Celesti i baratri dei tuo sommo volere mi sfilano in fronte allo sguardo avido di confini perduti, ed io mi esaurisco nel pensiero di te, immenso, e terra è fumo, e il corpo mio una fune a te ancorata ormai, dimentica d'ogni sospiro umano.
Ma dimmi, Grande, è l'oltre il sogno mio tra queste eteree nubi? Dimmi, fa l’alma mia sì grande questo volermi vento?
Dimmi, tu Grande, su quel trono di stelle, concederai pensiero a questo breve volo?

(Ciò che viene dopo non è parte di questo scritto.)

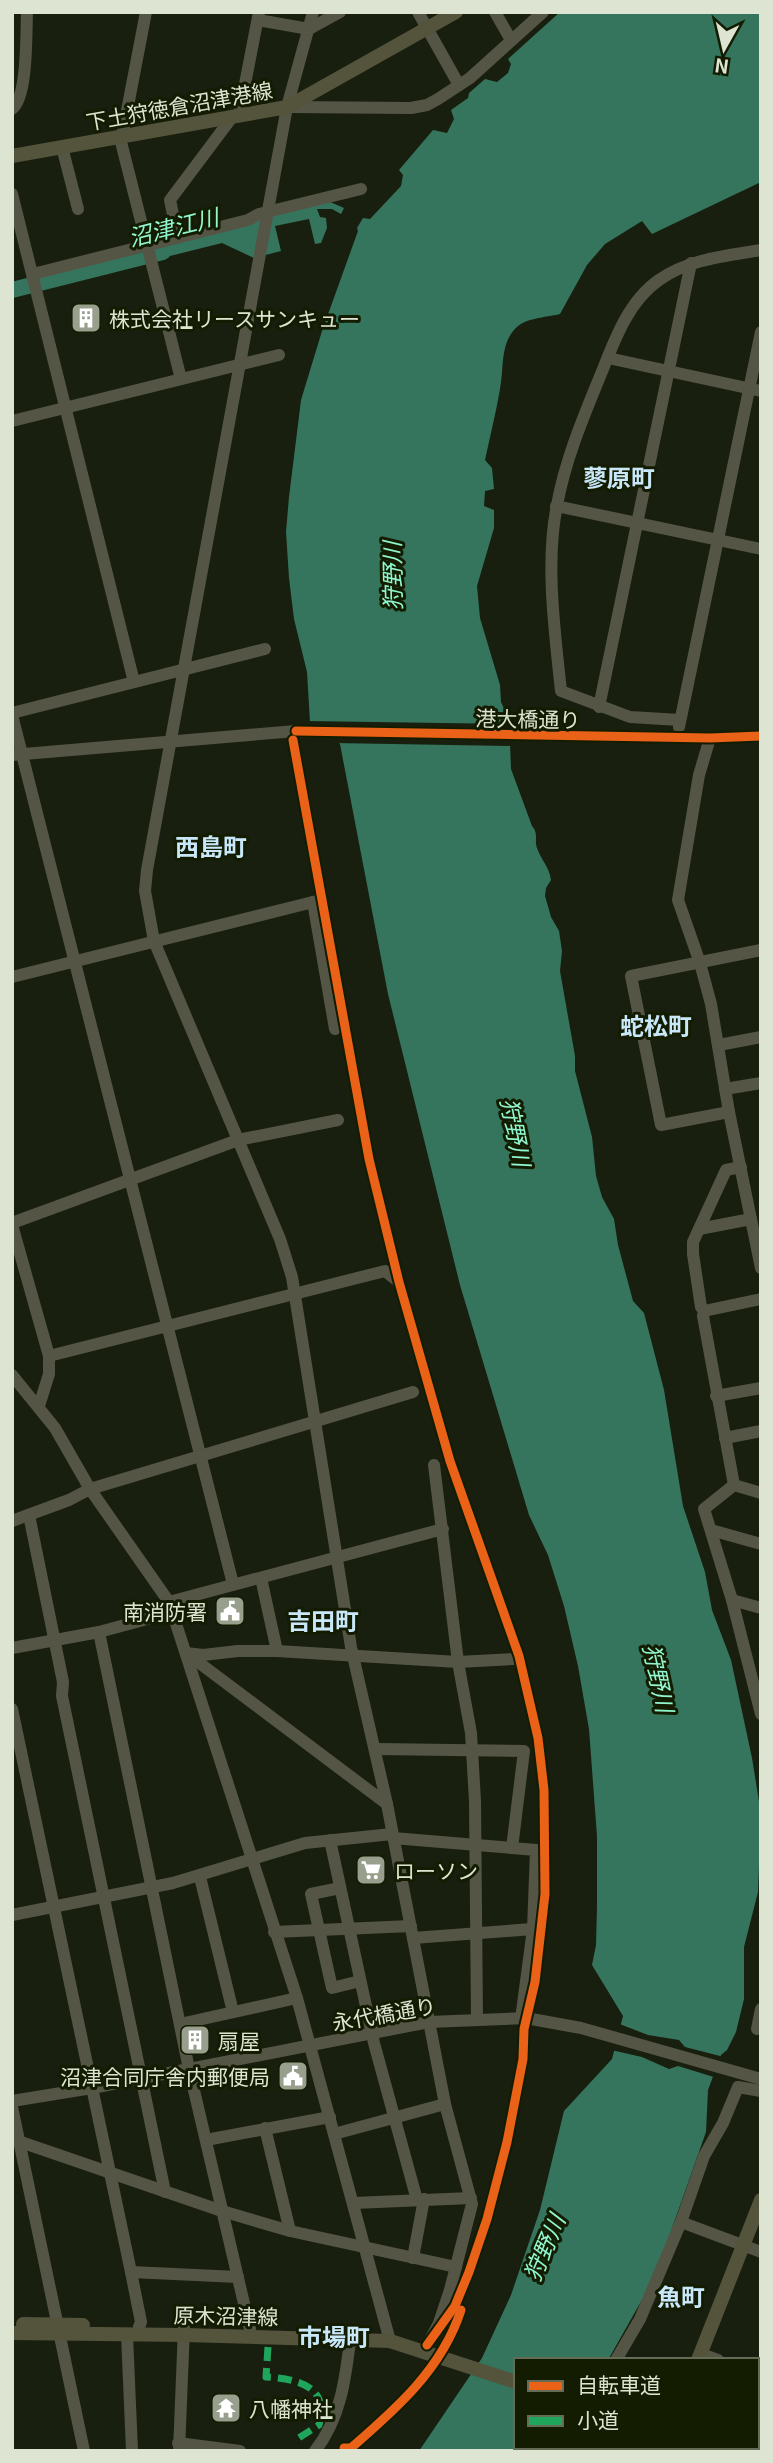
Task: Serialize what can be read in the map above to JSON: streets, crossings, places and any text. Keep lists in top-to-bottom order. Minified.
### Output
{"streets":{"main road":["下土狩徳倉沼津港線","原木沼津線"],"street":["港大橋通り","永代橋通り"]},"districts":["蓼原町","西島町","蛇松町","吉田町","魚町","市場町"],"water":["沼津江川","狩野川"],"places":{"building":["株式会社リースサンキュー","扇屋"],"public building":["南消防署","沼津合同庁舎内郵便局"],"supermarket":["ローソン"],"temple":["八幡神社"]},"legend":["自転車道","小道"],"north":"bottom"}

Assoluto è il mio volere nel sentirmi luce, e luce a te mi dono. E poi sparisco ai materni occhi di terra, e manifesto il mio esistere a lei, muovendo lieve ai suoi figli le fronde.
Non più figlia di terra, non più la creta a modellar le forme sue tra le mie mani : vento io sono, a ricamare i segni di sua bellezza all'acque, e all'erba. E i castelli compiendo, al soffio mio sì brevi, dono a te uomo dall'alto dei suoi mondi.